Zygo / bees

Best-Effort Extent-Same, a btrfs dedupe agent
GNU General Public License v3.0
625 stars 56 forks source link

munmap when not actively scanning #253

Open KyleSanderson opened 1 year ago

KyleSanderson commented 1 year ago

hi - thank you for this tool. It seems way more accurate than duperemove.

When using the load average feature [^1], it looks like memory is never released despite the agents sleeping[^2] for an elongated period of time.

It would be nice to release this memory back to the system when it's not needed as bees appears to be completely idle sitting on rt_sigtimedwait. Besides page cache purposes, it's just helpful to have more memory available for actually running applications.

[^1]: Before setting it my box became a bit hilarious at a load of 490 on an 8 thread system. [^2]: I have 10 of them with the default thread count.

Zygo commented 1 year ago

Releasing the memory is usually a very IO intensive operation, as the entire hash table has to be flushed out to disk in order to release the memory. It's also memory-intensive as it's essentially dumping the entire hash table into the page cache as dirty pages which may have to be flushed (depending on vm.dirty_bytes and other kernel vm parameters) before processes can allocate memory again. Adding a big write-intensive and memory-intensive workload seems like the opposite of what we want to do at the moment when the threads have been forced to idle because the rest of the system is already under pressure.

You can get a preview of what this feature might look like by running a script to terminate and start the bees processes based on load, instead of the built-in loadavg feature. Unmapping the hash table is 99.9% of the work of a full bees shutdown, so the extra overhead of a complete shutdown and restart is negligible. If you get something concrete working, and it somehow doesn't suck, we might turn it into a built-in feature.

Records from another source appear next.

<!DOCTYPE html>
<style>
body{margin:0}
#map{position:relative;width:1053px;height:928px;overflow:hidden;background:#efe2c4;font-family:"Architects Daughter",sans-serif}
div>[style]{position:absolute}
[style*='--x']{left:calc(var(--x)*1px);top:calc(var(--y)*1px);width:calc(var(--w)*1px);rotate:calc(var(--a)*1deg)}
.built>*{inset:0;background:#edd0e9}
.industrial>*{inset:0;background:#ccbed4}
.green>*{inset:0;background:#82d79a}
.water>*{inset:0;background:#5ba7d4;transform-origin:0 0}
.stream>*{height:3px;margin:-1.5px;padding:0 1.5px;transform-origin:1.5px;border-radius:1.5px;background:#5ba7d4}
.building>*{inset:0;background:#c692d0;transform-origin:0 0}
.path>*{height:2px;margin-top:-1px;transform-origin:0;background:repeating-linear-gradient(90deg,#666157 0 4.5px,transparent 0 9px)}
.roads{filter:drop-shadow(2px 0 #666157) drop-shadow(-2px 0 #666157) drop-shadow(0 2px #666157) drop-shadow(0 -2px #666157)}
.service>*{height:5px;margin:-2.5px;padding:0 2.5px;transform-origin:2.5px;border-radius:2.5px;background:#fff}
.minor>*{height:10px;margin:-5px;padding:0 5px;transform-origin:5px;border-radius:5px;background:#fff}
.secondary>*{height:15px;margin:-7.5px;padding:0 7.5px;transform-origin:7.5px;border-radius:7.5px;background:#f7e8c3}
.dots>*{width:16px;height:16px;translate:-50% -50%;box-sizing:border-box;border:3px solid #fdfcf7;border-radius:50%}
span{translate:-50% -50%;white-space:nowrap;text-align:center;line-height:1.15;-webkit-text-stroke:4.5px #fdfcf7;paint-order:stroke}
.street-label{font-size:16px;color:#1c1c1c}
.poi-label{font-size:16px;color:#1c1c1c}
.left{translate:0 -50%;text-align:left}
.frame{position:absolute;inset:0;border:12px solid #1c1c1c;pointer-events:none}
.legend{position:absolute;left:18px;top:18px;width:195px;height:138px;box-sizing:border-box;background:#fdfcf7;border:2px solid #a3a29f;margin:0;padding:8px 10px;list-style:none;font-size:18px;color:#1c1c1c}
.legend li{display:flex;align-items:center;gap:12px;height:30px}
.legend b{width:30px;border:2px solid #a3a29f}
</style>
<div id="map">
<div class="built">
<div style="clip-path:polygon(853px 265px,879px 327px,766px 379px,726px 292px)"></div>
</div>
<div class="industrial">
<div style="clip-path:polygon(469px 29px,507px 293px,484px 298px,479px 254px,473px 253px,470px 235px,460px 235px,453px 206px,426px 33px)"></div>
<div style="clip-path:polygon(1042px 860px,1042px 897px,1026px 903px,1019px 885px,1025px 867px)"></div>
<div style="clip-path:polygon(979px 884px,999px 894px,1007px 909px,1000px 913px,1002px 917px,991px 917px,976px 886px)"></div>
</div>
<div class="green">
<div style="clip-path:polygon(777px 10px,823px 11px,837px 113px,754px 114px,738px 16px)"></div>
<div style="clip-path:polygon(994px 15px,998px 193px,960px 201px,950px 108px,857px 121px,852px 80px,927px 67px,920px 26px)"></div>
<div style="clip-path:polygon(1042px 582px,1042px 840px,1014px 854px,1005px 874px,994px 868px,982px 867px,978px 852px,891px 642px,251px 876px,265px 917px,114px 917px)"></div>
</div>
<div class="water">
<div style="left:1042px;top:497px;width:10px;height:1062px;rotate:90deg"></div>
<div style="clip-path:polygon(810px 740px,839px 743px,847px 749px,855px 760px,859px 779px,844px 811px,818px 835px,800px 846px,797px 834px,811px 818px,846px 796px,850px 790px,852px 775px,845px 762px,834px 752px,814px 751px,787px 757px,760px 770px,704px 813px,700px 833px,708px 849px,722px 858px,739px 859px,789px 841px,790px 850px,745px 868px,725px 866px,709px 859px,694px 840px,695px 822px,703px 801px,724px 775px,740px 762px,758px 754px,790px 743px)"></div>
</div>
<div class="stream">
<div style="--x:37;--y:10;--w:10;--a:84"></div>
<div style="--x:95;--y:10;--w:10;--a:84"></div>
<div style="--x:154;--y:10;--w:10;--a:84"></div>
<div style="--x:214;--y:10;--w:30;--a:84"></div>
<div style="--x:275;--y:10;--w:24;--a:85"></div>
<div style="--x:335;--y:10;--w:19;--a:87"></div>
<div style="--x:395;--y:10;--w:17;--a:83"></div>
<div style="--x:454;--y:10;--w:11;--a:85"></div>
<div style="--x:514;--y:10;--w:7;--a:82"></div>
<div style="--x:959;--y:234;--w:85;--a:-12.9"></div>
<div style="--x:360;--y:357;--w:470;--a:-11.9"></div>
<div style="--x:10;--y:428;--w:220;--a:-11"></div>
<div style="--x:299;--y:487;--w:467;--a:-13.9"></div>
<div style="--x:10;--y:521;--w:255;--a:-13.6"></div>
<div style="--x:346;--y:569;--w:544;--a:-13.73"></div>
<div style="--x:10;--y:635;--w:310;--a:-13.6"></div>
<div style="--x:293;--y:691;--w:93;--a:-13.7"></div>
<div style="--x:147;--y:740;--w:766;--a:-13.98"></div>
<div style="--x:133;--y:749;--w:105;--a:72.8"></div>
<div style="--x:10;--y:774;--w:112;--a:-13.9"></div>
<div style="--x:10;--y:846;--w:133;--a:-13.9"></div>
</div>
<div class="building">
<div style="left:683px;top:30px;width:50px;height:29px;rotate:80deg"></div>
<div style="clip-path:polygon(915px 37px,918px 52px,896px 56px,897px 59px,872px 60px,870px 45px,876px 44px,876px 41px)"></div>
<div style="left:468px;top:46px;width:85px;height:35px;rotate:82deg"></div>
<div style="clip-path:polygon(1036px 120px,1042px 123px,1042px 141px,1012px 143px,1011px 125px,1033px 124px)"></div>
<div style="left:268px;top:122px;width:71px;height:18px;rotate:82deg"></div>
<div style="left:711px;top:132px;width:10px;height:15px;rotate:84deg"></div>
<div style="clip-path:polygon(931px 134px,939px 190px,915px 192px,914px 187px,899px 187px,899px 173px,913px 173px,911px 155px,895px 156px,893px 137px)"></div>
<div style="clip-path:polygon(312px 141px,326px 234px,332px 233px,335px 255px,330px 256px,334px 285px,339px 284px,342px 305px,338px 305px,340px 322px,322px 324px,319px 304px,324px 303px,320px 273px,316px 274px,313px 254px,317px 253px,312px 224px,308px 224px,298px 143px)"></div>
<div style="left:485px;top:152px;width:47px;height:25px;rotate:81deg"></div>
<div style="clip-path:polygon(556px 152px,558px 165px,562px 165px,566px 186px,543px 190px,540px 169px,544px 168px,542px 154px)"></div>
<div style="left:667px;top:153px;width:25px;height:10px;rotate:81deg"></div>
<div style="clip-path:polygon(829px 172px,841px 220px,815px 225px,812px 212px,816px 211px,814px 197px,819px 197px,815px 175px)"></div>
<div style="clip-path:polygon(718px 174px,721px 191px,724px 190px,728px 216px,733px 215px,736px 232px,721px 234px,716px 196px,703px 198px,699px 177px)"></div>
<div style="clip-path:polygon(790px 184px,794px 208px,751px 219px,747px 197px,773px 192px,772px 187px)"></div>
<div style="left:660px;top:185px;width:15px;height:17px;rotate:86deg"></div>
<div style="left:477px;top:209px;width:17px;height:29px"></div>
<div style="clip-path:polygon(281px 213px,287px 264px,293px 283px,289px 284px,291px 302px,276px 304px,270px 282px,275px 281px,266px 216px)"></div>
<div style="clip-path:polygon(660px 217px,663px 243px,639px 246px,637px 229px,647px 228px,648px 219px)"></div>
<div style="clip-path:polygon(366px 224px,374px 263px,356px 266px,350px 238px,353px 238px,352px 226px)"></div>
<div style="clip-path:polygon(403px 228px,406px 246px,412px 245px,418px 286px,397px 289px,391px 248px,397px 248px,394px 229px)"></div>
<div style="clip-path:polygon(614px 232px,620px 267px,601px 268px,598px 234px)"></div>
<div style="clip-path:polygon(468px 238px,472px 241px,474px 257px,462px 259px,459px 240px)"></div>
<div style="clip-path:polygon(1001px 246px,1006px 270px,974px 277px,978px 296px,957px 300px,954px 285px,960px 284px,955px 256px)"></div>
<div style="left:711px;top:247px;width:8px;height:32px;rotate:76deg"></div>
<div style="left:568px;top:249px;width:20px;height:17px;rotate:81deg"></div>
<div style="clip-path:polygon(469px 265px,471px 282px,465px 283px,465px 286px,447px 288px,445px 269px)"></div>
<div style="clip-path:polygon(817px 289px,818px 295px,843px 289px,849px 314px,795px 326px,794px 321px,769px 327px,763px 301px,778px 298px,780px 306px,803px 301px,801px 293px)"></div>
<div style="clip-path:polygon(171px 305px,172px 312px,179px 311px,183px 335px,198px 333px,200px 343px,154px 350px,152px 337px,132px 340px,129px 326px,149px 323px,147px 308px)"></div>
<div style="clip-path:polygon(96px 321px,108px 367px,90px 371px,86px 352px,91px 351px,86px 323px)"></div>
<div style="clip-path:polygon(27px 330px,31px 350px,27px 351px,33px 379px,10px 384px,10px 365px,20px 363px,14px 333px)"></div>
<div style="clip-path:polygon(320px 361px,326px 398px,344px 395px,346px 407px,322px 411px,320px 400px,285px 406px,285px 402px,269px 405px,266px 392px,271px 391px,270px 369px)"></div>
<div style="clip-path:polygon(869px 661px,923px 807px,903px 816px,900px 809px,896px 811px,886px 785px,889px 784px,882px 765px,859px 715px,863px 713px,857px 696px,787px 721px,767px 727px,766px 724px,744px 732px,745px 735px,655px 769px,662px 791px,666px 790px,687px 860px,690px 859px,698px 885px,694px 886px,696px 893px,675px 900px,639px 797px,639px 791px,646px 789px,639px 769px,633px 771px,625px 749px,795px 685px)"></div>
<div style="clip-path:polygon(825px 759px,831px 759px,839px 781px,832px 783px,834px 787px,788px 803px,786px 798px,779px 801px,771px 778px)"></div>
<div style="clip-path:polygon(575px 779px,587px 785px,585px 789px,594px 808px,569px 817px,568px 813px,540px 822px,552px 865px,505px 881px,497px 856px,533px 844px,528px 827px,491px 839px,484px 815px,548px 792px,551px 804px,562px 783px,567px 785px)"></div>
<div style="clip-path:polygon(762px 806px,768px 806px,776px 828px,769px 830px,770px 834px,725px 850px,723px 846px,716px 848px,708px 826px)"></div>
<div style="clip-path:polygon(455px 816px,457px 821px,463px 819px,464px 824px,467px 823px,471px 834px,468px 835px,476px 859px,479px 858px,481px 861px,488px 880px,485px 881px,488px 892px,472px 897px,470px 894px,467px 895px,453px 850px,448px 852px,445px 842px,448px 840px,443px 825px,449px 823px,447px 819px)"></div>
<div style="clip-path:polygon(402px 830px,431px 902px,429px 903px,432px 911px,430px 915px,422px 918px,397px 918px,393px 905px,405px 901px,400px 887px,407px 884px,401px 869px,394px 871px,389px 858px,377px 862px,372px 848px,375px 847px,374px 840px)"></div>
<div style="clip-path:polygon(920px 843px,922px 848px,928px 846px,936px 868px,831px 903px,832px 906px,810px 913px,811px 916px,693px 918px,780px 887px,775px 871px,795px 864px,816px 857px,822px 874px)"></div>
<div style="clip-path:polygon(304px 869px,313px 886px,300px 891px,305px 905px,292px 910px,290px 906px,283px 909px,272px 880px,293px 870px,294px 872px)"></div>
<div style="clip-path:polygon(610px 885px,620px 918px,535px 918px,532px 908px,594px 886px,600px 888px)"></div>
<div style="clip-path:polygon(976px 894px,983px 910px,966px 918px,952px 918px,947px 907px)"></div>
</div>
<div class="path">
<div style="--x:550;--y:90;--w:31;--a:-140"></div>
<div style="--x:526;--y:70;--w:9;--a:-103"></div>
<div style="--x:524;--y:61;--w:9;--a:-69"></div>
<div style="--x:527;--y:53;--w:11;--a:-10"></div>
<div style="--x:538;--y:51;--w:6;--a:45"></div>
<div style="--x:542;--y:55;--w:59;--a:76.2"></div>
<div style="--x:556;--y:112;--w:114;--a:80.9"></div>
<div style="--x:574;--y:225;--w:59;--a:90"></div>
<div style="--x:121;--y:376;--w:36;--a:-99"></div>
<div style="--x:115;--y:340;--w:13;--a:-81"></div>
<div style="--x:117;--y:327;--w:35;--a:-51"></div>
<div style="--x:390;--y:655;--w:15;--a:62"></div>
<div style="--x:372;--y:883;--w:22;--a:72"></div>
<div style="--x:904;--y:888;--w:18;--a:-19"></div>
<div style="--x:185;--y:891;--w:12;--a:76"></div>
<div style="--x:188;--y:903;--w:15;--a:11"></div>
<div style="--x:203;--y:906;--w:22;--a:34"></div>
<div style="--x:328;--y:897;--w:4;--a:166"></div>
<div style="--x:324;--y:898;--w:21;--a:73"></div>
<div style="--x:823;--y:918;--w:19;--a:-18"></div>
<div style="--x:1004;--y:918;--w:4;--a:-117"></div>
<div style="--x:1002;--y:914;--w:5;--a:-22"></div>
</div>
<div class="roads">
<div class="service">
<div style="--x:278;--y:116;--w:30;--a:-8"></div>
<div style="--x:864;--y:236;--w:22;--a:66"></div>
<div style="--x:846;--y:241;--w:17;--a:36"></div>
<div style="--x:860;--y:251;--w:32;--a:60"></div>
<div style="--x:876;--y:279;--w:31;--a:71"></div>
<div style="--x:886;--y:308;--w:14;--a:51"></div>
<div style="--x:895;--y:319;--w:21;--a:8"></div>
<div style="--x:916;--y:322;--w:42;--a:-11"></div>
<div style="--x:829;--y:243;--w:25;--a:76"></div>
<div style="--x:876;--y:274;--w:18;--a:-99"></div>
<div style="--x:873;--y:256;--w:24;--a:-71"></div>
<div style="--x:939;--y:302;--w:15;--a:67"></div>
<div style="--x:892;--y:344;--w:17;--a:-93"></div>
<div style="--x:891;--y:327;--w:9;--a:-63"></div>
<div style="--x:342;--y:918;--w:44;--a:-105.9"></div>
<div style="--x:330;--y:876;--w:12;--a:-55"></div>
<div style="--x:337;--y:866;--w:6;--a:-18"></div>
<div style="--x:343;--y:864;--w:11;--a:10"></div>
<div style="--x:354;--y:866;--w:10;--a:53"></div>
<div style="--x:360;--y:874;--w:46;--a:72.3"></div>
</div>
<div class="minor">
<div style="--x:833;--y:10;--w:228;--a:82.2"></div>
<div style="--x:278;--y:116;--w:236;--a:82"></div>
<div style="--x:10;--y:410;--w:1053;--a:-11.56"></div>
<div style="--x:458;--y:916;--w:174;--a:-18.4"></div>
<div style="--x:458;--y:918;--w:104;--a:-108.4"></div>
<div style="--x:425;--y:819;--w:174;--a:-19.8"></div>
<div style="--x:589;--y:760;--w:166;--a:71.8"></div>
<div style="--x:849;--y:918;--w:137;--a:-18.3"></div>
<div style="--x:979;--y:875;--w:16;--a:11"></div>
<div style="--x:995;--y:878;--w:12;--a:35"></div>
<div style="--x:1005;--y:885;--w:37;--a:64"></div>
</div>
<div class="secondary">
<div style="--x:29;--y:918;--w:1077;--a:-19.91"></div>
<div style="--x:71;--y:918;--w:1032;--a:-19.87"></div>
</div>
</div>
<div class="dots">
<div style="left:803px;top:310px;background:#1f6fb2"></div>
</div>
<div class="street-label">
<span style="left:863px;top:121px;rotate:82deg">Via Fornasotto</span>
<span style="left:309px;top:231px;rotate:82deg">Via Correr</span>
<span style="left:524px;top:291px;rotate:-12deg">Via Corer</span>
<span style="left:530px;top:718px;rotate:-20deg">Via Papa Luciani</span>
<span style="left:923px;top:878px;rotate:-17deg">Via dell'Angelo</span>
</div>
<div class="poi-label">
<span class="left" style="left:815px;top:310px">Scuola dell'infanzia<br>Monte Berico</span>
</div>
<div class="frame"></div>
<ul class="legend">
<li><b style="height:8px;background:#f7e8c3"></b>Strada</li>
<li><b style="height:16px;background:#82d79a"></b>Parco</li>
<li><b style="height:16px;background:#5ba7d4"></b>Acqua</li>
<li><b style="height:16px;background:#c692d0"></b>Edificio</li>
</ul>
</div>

There might also be a possible middle ground, where the hash table writeback notices there are no worker threads, and unmaps clean pages after writing them out whenever they add up to a hugepage. When the workers wake up again, they can read in the hash table on demand. That spreads out the IO load over the time the worker threads are idle (since the writeback thread isn't limited by loadavg, this doesn't change the IO load profile), and the big read operation to reload the hash table happens at the point where the rest of the system is idle. Even this might cause undesirable load spikes because of the need to defragment memory to get hugepages back.

KyleSanderson commented 1 year ago

On my box[^1], the system load rises because there is memory pressure (random writes), where the page cache can't be used as much as one would like (eventually the entire file is committed, which gives a full sequential write). Each volume gives me around 200MB/s sequential writes, which would take a total of 5 seconds to complete if ibees was rewriting the entire file. Even on a DM SMR I would still expect this to complete in 10s or less. When bees is sitting idle for minutes, to hours, because nothing is happening on the disks, it is very detrimental to the entire box.

With that being said, unfortunately I've hit a multitude of btrfs bugs and design flaws (not from bees), so I'm in the process of moving them all back to xfs and chalking this up to another rotten experiment. bees is excellent and will be missed from my returning xfs box. It's a thankless job and I do genuinely appreciate this tool greatly.

[^1]: (12 disks, 18T volumes, 1G dedup files, with 32G of total memory).